If $f:R\rightarrow R$ be twice continuously differentiable function such that $2f(x+1)=f(x)+f(2x)$.
then value of $\bigg(\lfloor\frac{f(2)+f(7)}{f(9)}\rfloor\bigg)$, where $\lfloor x \rfloor$ is a floor of $x$
Attempt: Using hit and trial , $f(x)=c$
So $f(2)=f(7) = f(9) = c.$ So $\bigg(\lfloor\frac{f(2)+f(7)}{f(9)}\rfloor\bigg) = \lfloor 2 \rfloor = 2$
could some help me how to solve it , thanks
It can be seen from that given statement that $f(x) , f(x+1)$ and $f(2x)$ are in A.P.

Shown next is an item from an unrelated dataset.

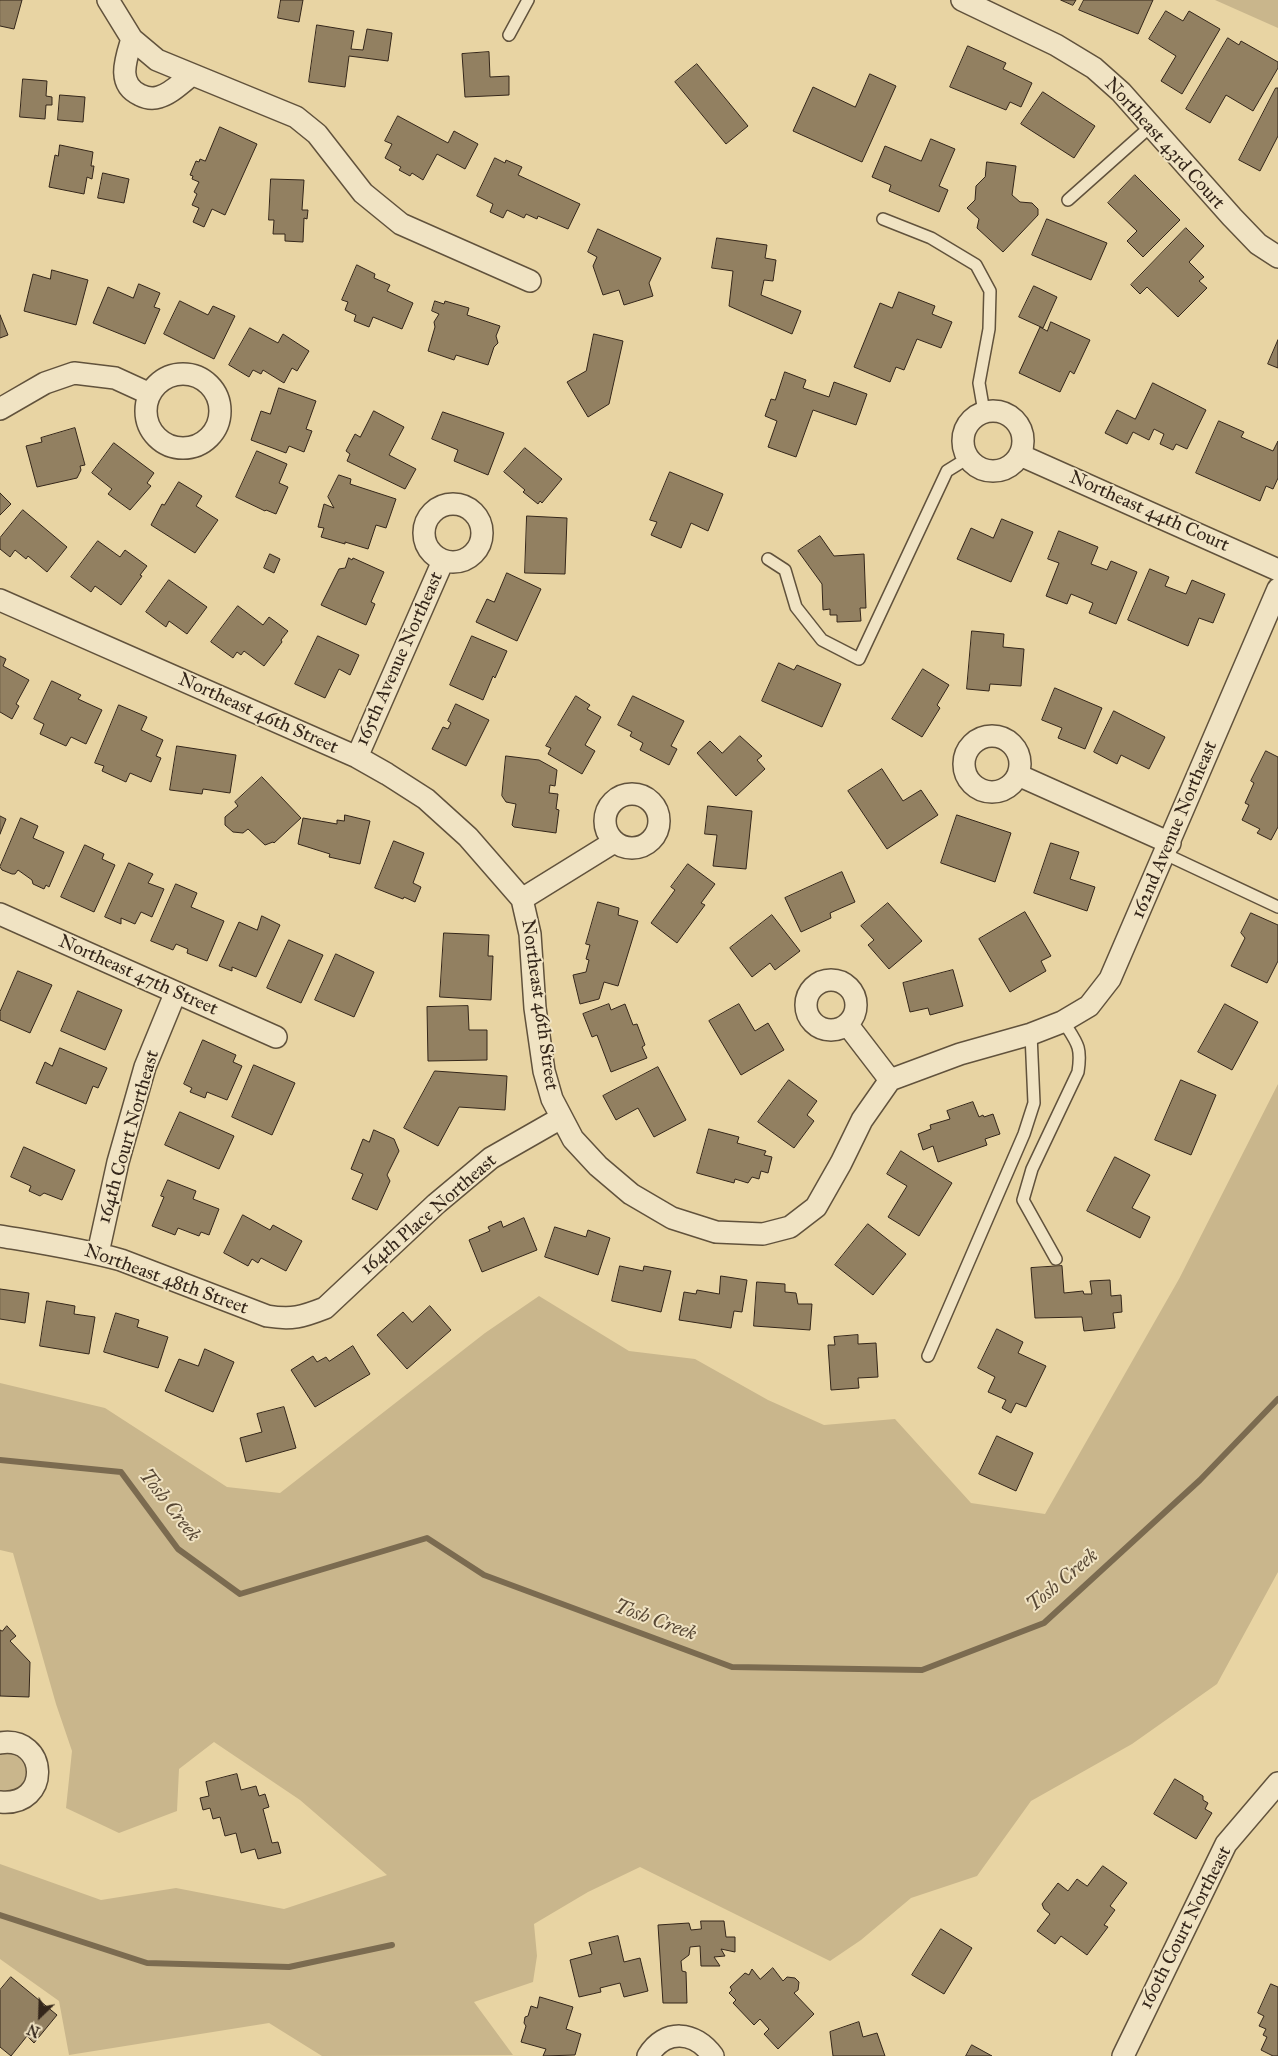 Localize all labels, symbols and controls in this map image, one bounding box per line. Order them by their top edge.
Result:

Therefore, let $f(x+1)-f(x) = h(x)$
Now by first principle of differentiation,
$f'(1) = \lim_{x \to 0} \frac{f(1+x)-f(1)}{x}$
$f'(1) = \lim_{x \to 0} \frac{h(x) + f(x)-f(1)}{x}$
For limit to be defined,
$h(0) + f(0)-f(1)=0$ ......(1)
Now putting $x=0$ in the orignal statement
$2f(1)= f(0) + f(0)$
$f(1)=f(0)$
This proves that $h(0)=0$. Therefore it is a constant A.P. with $f(0)=f(1)=f(2)=....f(n)$ where $n \in R$.
Answer to your question will be $2$.